Thursday, March 19, 2009


I'm bound for Ireland this weekend, as you know, and since it was also St. Patrick's Day this week, I thought it appropriate to focus on that wee green country today.

Professor John V. Kelleher, the famous Harvard Irish-American scholar who died a few years back, said that his earliest acquaintance with Irish-American history of the written variety "was gained from the sort of articles that used to appear in minor Catholic magazines or in the Boston Sunday papers. They were turgid little essays on the fact that the Continental Army was 76 percent Irish, or that many of George Washington's closest friends were nuns or priests, or that Lincoln got the major ideas for the Second Inaugural Address from the Hon. Francis P. Magehgegan of Alpaca, New York, a pioneer manufacturer of cast-iron rosary beads." Kelleher called this the "there's-always-an-Irishman-at-the-bottom-of-it-doing-the-real-work approach to American history." That makes me laugh, because even though those essays he read were probably published in the '40s or so, I occasionally get emails in the same tradition, attributing all sorts of greatness to the Irish.

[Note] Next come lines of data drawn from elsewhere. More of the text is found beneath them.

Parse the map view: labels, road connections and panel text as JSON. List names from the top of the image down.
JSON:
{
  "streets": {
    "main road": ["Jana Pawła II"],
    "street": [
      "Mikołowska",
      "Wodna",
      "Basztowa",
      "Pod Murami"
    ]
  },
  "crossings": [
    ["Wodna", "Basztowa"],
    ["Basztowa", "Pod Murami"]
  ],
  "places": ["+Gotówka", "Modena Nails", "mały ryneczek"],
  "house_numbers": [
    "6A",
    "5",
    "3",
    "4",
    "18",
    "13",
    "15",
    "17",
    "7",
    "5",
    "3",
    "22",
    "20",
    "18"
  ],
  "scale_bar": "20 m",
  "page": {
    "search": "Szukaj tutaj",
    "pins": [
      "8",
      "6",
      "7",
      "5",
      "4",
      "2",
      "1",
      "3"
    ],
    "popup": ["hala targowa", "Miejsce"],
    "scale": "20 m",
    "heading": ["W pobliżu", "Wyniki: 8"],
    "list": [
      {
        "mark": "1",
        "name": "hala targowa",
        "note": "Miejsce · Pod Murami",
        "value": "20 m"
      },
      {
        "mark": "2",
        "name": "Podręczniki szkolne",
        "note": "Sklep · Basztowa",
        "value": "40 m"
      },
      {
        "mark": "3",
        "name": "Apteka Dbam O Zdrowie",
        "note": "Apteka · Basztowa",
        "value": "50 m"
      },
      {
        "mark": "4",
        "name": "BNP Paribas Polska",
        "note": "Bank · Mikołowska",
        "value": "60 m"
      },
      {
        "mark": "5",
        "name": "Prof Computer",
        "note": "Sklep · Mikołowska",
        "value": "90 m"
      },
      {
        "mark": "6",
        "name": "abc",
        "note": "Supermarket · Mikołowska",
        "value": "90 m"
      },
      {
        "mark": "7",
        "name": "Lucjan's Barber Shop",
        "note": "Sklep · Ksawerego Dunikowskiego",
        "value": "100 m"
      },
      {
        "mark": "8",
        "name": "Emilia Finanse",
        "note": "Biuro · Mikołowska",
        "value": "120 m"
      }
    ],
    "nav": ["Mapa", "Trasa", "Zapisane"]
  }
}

I do agree the Irish are lovely (consider Valda and Elaine, for instance), but did you know we americans apparently have a reputation among them for being a bit naive and too trusting? Valda's brother (I think it was her brother) once met some American girls who were concerned over the problem of Leprosy in Ireland. "Leprosy! there's no Leprosy problem in Ireland," he said, quite dumbfounded. "Yes there is," they insisted. Some Irish guys they met had told them all about the Leprechauns and the tragic leprosy situation in the country.

"Girls like that shouldn't be allowed out of their country," Valda's brother concluded.

I'll do my best to not confirm that opinion while I'm there, but... know how I am.

In other news, Joe Purdy has a purty voice.


  1. Hope you have an excellent time! I'm much jealous!

  2. I hear you survived the run. Much impressed.